§ Problem to solve: Write the data out again, character for character, with no images.

§ Recorded data:
=== Section Start ===

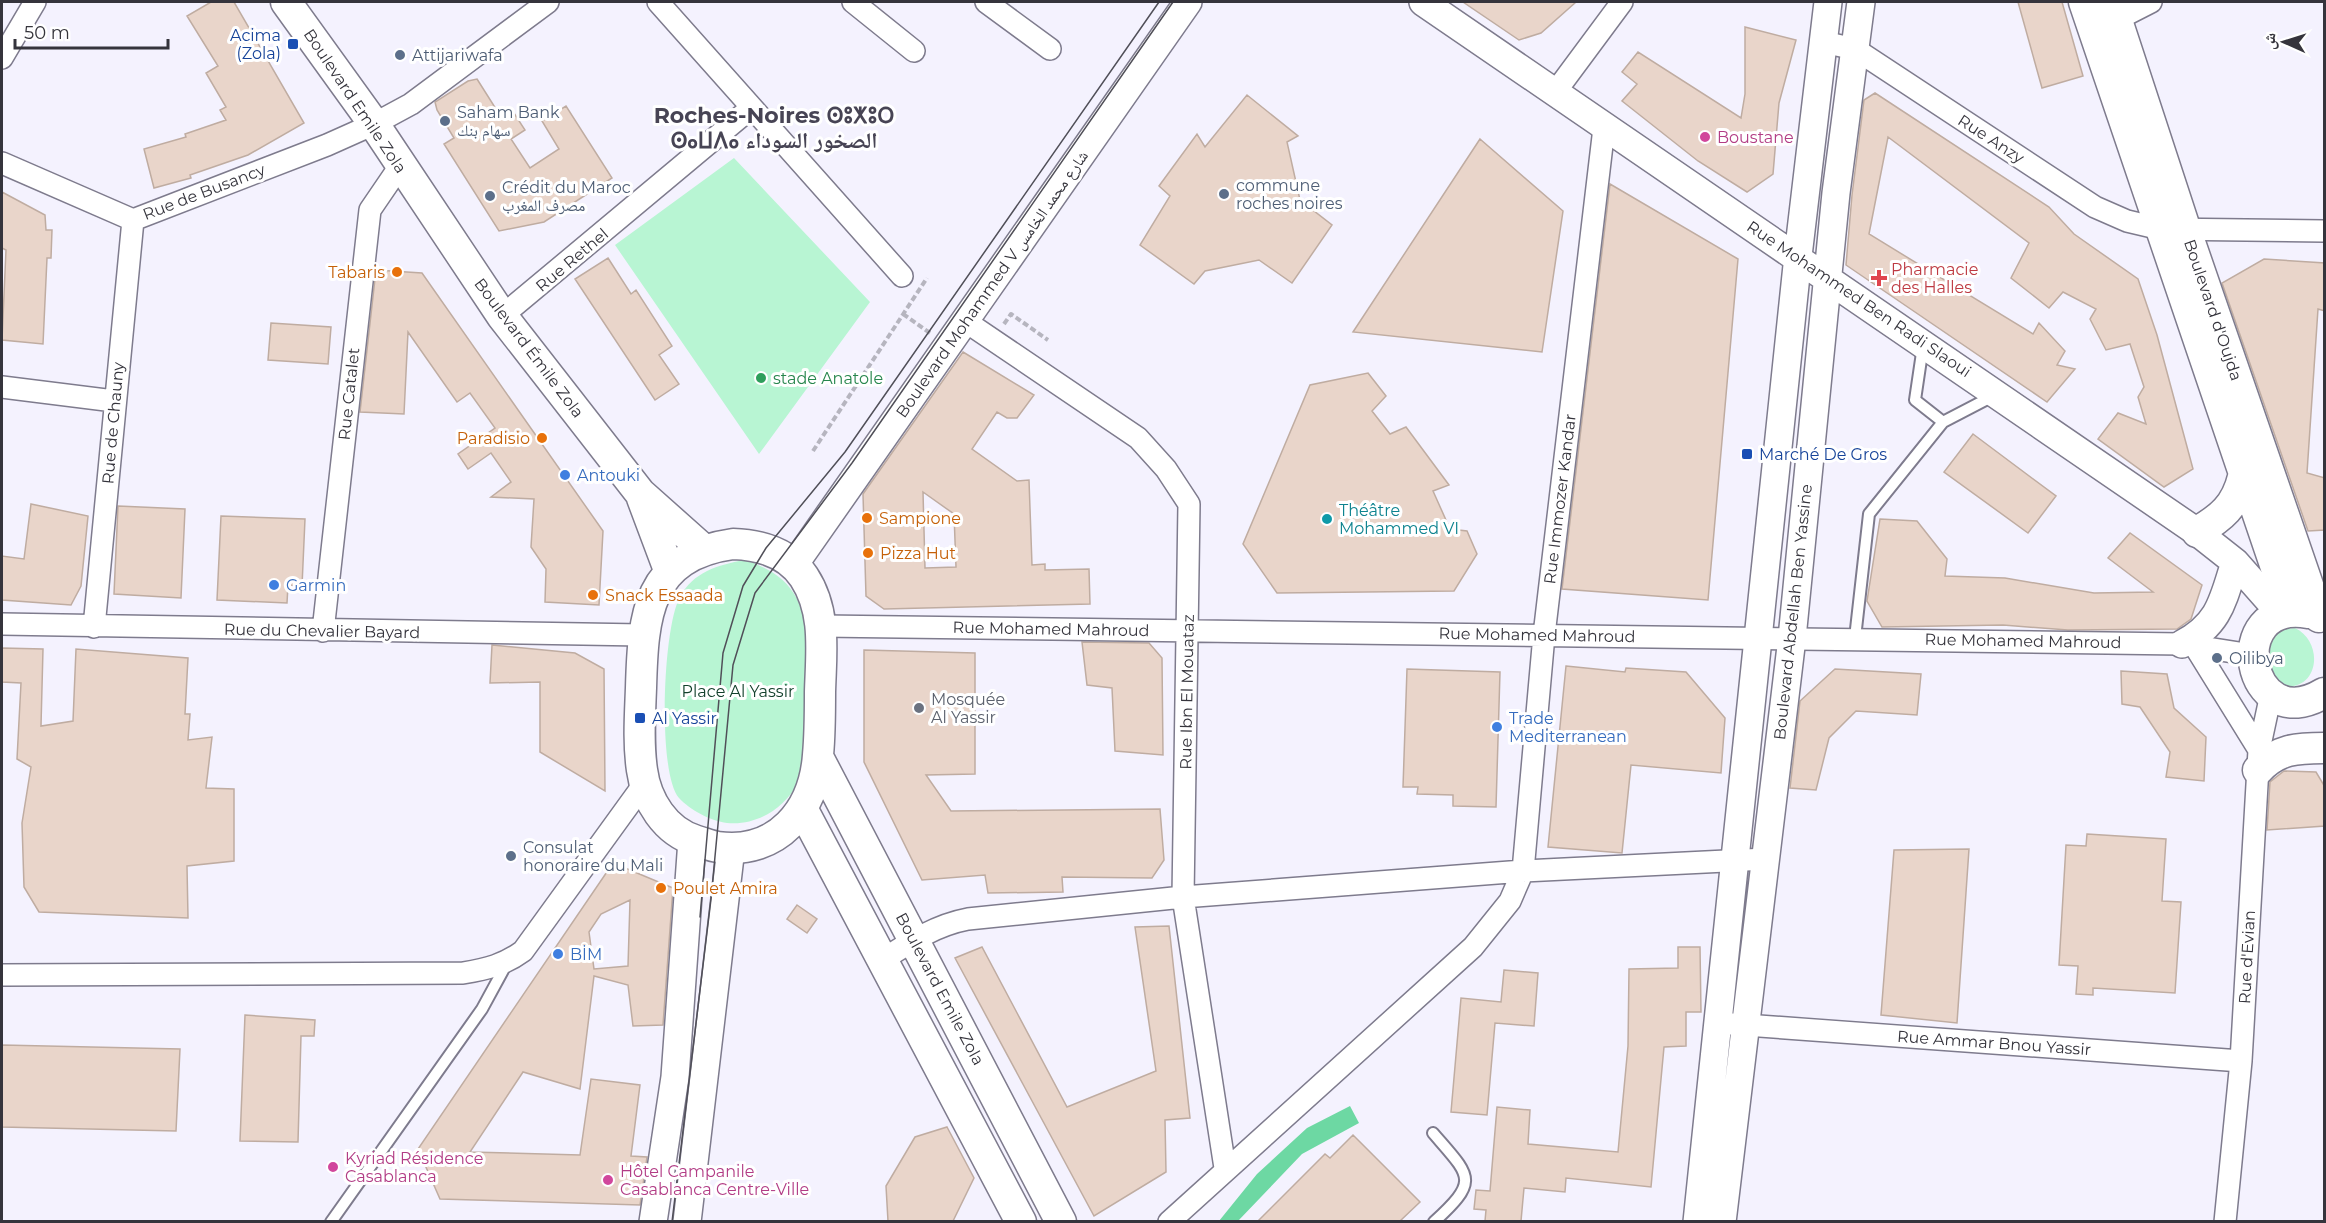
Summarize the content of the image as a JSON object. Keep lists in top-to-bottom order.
{
  "streets": {
    "main road": ["Boulevard Emile Zola", "Boulevard d'Oujda", "Boulevard Émile Zola"],
    "street": [
      "Rue Anzy",
      "Rue de Busancy",
      "Rue Rethel",
      "Boulevard Mohammed V شارع محمد الخامس",
      "Rue Mohammed Ben Radi Slaoui",
      "Rue Catalet",
      "Rue de Chauny",
      "Rue Immozer Kandar",
      "Boulevard Abdellah Ben Yassine",
      "Rue Mohamed Mahroud",
      "Rue du Chevalier Bayard",
      "Rue Ibn El Mouataz",
      "Rue d'Evian",
      "Rue Ammar Bnou Yassir"
    ]
  },
  "crossings": [
    ["Boulevard Emile Zola", "Rue de Busancy"],
    ["Boulevard Emile Zola", "Boulevard Émile Zola"],
    ["Boulevard Emile Zola", "Rue Catalet"],
    ["Rue Anzy", "Boulevard d'Oujda"],
    ["Rue Anzy", "Boulevard Abdellah Ben Yassine"],
    ["Rue de Busancy", "Rue de Chauny"],
    ["Rue Rethel", "Boulevard Émile Zola"],
    ["Boulevard Mohammed V شارع محمد الخامس", "Rue Ibn El Mouataz"],
    ["Rue Mohammed Ben Radi Slaoui", "Boulevard d'Oujda"],
    ["Rue Mohammed Ben Radi Slaoui", "Rue Immozer Kandar"],
    ["Rue Mohammed Ben Radi Slaoui", "Boulevard Abdellah Ben Yassine"],
    ["Rue Catalet", "Rue du Chevalier Bayard"],
    ["Rue de Chauny", "Rue du Chevalier Bayard"],
    ["Rue Immozer Kandar", "Rue Mohamed Mahroud"],
    ["Rue Immozer Kandar", "Rue Ibn El Mouataz"],
    ["Boulevard Abdellah Ben Yassine", "Rue Mohamed Mahroud"],
    ["Boulevard Abdellah Ben Yassine", "Rue Ammar Bnou Yassir"],
    ["Rue Mohamed Mahroud", "Rue Ibn El Mouataz"],
    ["Rue d'Evian", "Rue Ammar Bnou Yassir"]
  ],
  "districts": ["Roches-Noires ⵙⵓⵅⵓⵔ ⵙⴰⵡⴷⴰ الصخور السوداء"],
  "parks": ["Place Al Yassir"],
  "places": {
    "transit": ["Acima (Zola)", "Marché De Gros", "Al Yassir"],
    "other": [
      "Attijariwafa",
      "Saham Bank سهام بنك",
      "Boustane",
      "commune roches noires",
      "Crédit du Maroc مصرف المغرب",
      "Tabaris",
      "stade Anatole",
      "Paradisio",
      "Antouki",
      "Sampione",
      "Théâtre Mohammed VI",
      "Pizza Hut",
      "Garmin",
      "Snack Essaada",
      "Oilibya",
      "Mosquée Al Yassir",
      "Trade Mediterranean",
      "Consulat honoraire du Mali",
      "Poulet Amira",
      "BİM",
      "Kyriad Résidence Casablanca",
      "Hôtel Campanile Casablanca Centre-Ville"
    ],
    "health": ["Pharmacie des Halles"]
  },
  "scale_bar": "50 m",
  "north": "left"
}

=== Section End ===

§ Response to the exercise:
Summarize the content of the image as a JSON object. Keep lists in top-to-bottom order.
{
  "streets": {
    "main road": ["Boulevard Emile Zola", "Boulevard d'Oujda", "Boulevard Émile Zola"],
    "street": [
      "Rue Anzy",
      "Rue de Busancy",
      "Rue Rethel",
      "Boulevard Mohammed V شارع محمد الخامس",
      "Rue Mohammed Ben Radi Slaoui",
      "Rue Catalet",
      "Rue de Chauny",
      "Rue Immozer Kandar",
      "Boulevard Abdellah Ben Yassine",
      "Rue Mohamed Mahroud",
      "Rue du Chevalier Bayard",
      "Rue Ibn El Mouataz",
      "Rue d'Evian",
      "Rue Ammar Bnou Yassir"
    ]
  },
  "crossings": [
    ["Boulevard Emile Zola", "Rue de Busancy"],
    ["Boulevard Emile Zola", "Boulevard Émile Zola"],
    ["Boulevard Emile Zola", "Rue Catalet"],
    ["Rue Anzy", "Boulevard d'Oujda"],
    ["Rue Anzy", "Boulevard Abdellah Ben Yassine"],
    ["Rue de Busancy", "Rue de Chauny"],
    ["Rue Rethel", "Boulevard Émile Zola"],
    ["Boulevard Mohammed V شارع محمد الخامس", "Rue Ibn El Mouataz"],
    ["Rue Mohammed Ben Radi Slaoui", "Boulevard d'Oujda"],
    ["Rue Mohammed Ben Radi Slaoui", "Rue Immozer Kandar"],
    ["Rue Mohammed Ben Radi Slaoui", "Boulevard Abdellah Ben Yassine"],
    ["Rue Catalet", "Rue du Chevalier Bayard"],
    ["Rue de Chauny", "Rue du Chevalier Bayard"],
    ["Rue Immozer Kandar", "Rue Mohamed Mahroud"],
    ["Rue Immozer Kandar", "Rue Ibn El Mouataz"],
    ["Boulevard Abdellah Ben Yassine", "Rue Mohamed Mahroud"],
    ["Boulevard Abdellah Ben Yassine", "Rue Ammar Bnou Yassir"],
    ["Rue Mohamed Mahroud", "Rue Ibn El Mouataz"],
    ["Rue d'Evian", "Rue Ammar Bnou Yassir"]
  ],
  "districts": ["Roches-Noires ⵙⵓⵅⵓⵔ ⵙⴰⵡⴷⴰ الصخور السوداء"],
  "parks": ["Place Al Yassir"],
  "places": {
    "transit": ["Acima (Zola)", "Marché De Gros", "Al Yassir"],
    "other": [
      "Attijariwafa",
      "Saham Bank سهام بنك",
      "Boustane",
      "commune roches noires",
      "Crédit du Maroc مصرف المغرب",
      "Tabaris",
      "stade Anatole",
      "Paradisio",
      "Antouki",
      "Sampione",
      "Théâtre Mohammed VI",
      "Pizza Hut",
      "Garmin",
      "Snack Essaada",
      "Oilibya",
      "Mosquée Al Yassir",
      "Trade Mediterranean",
      "Consulat honoraire du Mali",
      "Poulet Amira",
      "BİM",
      "Kyriad Résidence Casablanca",
      "Hôtel Campanile Casablanca Centre-Ville"
    ],
    "health": ["Pharmacie des Halles"]
  },
  "scale_bar": "50 m",
  "north": "left"
}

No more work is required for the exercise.